Another stream of Bollywood is also connected to Lahore, in this case intellectually, and that is the progressives. Sajjad Zaheer (father of Nadira Babbar), Jan Nisar Akhtar (father of lyricist Javed and grandfather of actor/director Farhan and director Zoya), Kaifi Azmi (father of Shabana), Majrooh Sultanpuri and so many others have a deep link to that city. Sahir Ludhianvi (Abdul Hayee) started his career in Lahore as a lyricist/poet, who later went on to become one of the biggest lyricist in Bollywood. Tanveer Naqvi was a noted lyricist of his times. He lived in Faqirkhana Museum inside Bhaati Gate. He wrote ‘Awaz Dey Kahan Hai’ and ‘Jaan-e-Baharan, Rashk-e-Chaman’.

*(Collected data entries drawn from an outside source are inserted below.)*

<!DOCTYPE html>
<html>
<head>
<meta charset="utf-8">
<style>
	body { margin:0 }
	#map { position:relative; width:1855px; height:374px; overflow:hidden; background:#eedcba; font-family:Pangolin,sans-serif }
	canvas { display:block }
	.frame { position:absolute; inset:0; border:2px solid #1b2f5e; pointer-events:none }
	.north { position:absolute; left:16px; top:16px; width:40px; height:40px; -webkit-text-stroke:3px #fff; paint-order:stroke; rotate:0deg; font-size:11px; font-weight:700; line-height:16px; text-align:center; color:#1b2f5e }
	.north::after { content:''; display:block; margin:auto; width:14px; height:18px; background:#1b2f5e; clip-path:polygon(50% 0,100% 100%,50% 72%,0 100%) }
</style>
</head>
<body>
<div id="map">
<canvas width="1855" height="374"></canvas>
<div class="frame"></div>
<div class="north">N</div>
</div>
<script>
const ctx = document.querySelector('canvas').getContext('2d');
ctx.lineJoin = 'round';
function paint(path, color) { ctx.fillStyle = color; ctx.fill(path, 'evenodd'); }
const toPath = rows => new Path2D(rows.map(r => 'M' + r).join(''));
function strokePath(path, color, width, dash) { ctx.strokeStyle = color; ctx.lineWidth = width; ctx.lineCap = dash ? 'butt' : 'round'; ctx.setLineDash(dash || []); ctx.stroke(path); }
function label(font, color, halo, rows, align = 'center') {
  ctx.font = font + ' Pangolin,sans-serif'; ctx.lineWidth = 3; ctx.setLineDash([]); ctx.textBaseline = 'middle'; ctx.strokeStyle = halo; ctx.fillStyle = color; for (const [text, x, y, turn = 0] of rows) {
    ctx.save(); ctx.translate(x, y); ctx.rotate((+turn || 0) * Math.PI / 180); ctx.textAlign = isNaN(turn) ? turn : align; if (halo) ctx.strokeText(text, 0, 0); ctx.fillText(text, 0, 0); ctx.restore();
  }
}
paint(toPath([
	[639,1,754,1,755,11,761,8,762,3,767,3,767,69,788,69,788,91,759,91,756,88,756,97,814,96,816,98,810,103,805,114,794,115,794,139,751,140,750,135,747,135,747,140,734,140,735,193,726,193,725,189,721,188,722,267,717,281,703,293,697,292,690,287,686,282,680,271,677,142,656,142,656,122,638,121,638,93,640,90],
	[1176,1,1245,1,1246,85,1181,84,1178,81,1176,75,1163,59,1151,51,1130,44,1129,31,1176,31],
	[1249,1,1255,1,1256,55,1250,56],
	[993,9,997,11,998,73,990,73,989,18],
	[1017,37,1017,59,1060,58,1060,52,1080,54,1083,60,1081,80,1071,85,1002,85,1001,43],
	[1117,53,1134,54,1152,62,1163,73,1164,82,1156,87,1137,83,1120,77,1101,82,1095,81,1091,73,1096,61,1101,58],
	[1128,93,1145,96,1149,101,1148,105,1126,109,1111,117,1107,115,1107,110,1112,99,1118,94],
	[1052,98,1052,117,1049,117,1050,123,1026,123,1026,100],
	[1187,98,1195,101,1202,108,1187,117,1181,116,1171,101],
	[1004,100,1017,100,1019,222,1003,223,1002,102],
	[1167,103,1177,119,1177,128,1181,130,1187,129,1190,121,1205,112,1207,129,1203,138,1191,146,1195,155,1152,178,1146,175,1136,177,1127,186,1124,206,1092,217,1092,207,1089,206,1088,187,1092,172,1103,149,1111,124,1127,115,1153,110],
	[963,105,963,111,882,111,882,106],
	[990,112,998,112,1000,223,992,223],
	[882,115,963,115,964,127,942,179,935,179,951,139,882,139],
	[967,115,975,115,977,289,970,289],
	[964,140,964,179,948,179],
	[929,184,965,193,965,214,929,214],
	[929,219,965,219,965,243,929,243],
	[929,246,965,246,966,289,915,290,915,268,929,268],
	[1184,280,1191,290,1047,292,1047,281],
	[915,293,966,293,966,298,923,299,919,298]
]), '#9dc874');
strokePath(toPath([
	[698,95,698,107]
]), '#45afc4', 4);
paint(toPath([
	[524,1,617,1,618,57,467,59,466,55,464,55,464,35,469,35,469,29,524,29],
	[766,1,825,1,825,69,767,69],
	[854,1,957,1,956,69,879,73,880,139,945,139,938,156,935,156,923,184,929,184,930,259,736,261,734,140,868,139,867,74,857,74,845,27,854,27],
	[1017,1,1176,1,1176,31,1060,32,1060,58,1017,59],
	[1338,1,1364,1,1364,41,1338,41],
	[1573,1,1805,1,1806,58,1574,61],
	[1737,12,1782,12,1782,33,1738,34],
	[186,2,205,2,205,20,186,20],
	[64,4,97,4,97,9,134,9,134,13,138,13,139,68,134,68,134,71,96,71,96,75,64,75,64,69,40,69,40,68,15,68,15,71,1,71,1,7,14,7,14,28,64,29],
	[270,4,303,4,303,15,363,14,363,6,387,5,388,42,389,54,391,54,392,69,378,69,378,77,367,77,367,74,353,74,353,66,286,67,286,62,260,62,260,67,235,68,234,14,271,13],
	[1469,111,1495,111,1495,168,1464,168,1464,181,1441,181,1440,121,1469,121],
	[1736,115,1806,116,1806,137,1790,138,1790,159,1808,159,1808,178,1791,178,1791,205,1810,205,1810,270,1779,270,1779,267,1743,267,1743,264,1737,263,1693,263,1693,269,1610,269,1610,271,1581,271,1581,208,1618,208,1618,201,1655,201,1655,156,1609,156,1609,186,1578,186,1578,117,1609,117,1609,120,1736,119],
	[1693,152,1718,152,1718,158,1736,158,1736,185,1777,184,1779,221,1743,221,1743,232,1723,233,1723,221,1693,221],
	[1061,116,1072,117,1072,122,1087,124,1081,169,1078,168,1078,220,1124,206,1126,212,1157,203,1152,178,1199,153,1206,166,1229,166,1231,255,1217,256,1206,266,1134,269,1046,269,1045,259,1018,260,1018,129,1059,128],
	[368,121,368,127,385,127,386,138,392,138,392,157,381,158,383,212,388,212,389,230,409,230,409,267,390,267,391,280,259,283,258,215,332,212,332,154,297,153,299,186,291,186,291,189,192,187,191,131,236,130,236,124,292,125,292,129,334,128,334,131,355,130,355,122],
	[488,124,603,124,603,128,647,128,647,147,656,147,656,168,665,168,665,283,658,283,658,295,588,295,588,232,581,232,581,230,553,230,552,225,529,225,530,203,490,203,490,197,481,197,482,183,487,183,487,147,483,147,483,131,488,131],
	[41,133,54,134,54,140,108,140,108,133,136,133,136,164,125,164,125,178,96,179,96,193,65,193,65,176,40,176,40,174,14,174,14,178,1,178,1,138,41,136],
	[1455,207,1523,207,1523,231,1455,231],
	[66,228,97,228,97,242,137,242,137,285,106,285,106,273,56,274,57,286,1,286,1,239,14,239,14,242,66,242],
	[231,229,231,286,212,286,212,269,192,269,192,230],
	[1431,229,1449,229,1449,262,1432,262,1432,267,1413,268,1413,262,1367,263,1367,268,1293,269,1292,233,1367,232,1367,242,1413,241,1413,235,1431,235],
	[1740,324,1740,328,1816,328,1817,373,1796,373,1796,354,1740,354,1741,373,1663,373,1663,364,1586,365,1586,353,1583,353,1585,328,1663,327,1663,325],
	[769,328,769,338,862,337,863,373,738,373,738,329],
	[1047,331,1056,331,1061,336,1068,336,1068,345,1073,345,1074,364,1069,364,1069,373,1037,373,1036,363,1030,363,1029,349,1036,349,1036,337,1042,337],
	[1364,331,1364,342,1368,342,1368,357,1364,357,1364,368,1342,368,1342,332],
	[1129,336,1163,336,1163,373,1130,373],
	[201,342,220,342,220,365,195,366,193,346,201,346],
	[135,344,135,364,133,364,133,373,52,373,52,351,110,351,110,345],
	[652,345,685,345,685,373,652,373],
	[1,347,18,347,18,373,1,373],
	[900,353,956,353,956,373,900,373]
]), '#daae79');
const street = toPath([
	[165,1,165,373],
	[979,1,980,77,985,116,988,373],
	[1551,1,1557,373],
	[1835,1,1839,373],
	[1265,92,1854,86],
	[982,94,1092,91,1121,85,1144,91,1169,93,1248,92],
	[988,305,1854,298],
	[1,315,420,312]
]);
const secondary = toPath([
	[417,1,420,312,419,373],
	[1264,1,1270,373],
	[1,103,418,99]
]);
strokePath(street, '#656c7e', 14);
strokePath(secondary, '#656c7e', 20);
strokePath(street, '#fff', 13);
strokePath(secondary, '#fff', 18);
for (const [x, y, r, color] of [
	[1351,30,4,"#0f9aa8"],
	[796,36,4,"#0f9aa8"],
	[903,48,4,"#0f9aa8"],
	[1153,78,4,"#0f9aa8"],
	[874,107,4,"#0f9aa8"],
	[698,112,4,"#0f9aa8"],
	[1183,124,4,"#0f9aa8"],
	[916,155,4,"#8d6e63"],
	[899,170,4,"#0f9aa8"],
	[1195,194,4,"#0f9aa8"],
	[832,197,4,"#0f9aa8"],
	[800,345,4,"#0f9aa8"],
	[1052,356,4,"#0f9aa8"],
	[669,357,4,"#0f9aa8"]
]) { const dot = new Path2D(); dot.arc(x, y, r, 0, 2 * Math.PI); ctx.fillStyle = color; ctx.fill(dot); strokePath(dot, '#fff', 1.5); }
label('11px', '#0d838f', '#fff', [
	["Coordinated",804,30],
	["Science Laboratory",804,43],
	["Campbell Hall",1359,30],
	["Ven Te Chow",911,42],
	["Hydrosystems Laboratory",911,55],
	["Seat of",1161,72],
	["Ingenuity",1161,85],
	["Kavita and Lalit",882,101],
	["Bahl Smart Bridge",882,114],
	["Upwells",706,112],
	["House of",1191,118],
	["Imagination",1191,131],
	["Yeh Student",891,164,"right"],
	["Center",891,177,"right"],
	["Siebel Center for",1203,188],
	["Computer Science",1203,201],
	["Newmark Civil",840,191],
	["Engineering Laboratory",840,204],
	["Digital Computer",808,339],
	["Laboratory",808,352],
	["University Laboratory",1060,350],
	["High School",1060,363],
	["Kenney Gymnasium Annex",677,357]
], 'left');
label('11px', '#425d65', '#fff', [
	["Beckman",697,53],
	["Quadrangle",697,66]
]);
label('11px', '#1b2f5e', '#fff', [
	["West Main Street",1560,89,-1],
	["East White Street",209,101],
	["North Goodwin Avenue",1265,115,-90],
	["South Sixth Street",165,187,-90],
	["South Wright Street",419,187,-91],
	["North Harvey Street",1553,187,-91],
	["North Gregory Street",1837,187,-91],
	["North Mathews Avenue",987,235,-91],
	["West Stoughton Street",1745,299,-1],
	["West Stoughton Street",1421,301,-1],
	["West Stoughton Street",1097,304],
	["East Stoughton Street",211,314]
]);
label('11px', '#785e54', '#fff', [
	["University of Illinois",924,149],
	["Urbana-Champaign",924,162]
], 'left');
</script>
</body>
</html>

Lahore also boosted box-office figures of Bollywood films with its large number of movie theaters where “House Full” sign was a usual sight, especially on Sundays and holidays. It was Lahore that encouraged women to throng the theaters for the first time where the Wednesday matinees were reserved for women in special “Ladies Only” shows in all theaters at half the normal rates. Lahore's love for Bollywood movies continues till date where while the Pakistani films have vanished from the cinema, the screening of Bollywood movies is again in full swing after a setback when Indian films were banned for sometime to help indigenous industry to pick up. Almost every cinema hall in the city including those located in the Northern Lahore and Walled City known for showing Punjabi movies, has switched over to either Indian or English films. The cinema-owners are going for the foreign flicks after the Pakistani films failed to attract viewers in a sizable number to sustain the cinema industry. Many of the Hindi films might have miserably failed to impress Indian audience but they seemed to have conquered Pakistan's historic city Lahore. No wonder today Lahore is fast becoming the Bollywood celebrities' top destination. They are all the time looking forward to crossing the Wagah border to promote their films and mingle with their most favorite film fraternity in Lahore. It is not only because they are well aware of the ages old Bollywood bonds with Lahore, but especially so because they have seen and felt how much Lahore loves Bollywood.